A party aggrieved by the decision of an IHO may subsequently appeal to a State Review Officer (SRO) (Educ. Law § 4404; see 20 U.S.C. § 1415[g]; 34 CFR 300.514[b]; 8 NYCRR 200.5[k]). The appealing party or parties must identify the findings, conclusions, and orders of the IHO with which they disagree and indicate the relief that they would like the SRO to grant (8 NYCRR 279.4). The opposing party is entitled to respond to an appeal or cross-appeal in an answer (8 NYCRR 279.5). The SRO conducts an impartial review of the IHO's findings, conclusions, and decision and is required to examine the entire hearing record; ensure that the procedures at the hearing were consistent with the requirements of due process; seek additional evidence if necessary; and render an independent decision based upon the hearing record (34 CFR 300.514[b]; 8 NYCRR 279.12[a]). The SRO must ensure that a final decision is reached in the review and that a copy of the decision is mailed to each of the parties not later than 30 days after the receipt of a request for a review, except that a party may seek a specific extension of time of the 30-day timeline, which the SRO may grant in accordance with State and federal regulations (34 CFR 300.515[b], [c]; 8 NYCRR 200.5[k]).
III. Facts and Procedural History
The student has been subject of two prior State-level administrative appeals (see Application of the Dep't of Educ., Appeal No. 19-117; Application of a Student with a Disability Appeal No. 14-049).

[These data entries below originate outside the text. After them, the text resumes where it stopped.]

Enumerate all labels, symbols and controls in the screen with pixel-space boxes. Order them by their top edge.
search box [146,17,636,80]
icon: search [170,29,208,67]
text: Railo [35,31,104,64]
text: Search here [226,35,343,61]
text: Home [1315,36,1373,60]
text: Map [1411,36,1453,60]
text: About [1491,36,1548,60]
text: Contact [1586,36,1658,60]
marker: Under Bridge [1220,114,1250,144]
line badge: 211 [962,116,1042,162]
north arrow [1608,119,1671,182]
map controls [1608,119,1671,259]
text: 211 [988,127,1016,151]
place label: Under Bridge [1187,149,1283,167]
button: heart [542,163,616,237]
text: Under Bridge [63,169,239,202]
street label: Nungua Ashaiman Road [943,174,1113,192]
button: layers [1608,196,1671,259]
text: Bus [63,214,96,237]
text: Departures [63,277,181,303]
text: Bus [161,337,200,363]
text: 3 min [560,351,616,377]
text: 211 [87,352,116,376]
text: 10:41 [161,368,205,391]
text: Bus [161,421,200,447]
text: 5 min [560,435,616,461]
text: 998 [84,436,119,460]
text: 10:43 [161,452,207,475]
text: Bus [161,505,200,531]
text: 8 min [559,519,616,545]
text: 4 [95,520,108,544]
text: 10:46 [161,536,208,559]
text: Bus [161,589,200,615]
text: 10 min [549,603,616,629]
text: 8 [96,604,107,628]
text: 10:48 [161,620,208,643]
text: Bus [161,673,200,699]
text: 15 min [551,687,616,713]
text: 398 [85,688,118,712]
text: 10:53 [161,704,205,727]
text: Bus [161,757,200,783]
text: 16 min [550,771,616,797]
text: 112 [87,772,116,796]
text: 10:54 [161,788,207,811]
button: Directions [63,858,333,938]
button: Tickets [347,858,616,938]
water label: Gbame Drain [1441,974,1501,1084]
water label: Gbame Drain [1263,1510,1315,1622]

The district was required to fund the student's attendance at the International Academy of Hope (iHope), a nonpublic school for students with traumatic brain injury (TBI), pursuant to an IHO decision dated March 27, 2018, which arose from proceedings in which the parents challenged the district's offer of a free appropriate public education (FAPE) to the student for the 2017-18 school year (2017-18 proceeding) (see Parent Ex. K at pp. 13-23).
For the 2018-19 school year, the student attended the International Academy of the Brain (iBrain) (see Application of the Dep't of Educ., Appeal No. 19-117). The district's offer of a FAPE for the student for the 2018-19 school year was the subject of a prior impartial hearing and subsequent State-level administrative review (2018-19 proceeding) (see id.). The SRO in that matter determined that the district offered the student a FAPE and, therefore, reversed the a decision of an IHO and concluded that the parents were not entitled to district funding of the costs of the student's attendance at iBrain for the 2018-19 school year (see id.).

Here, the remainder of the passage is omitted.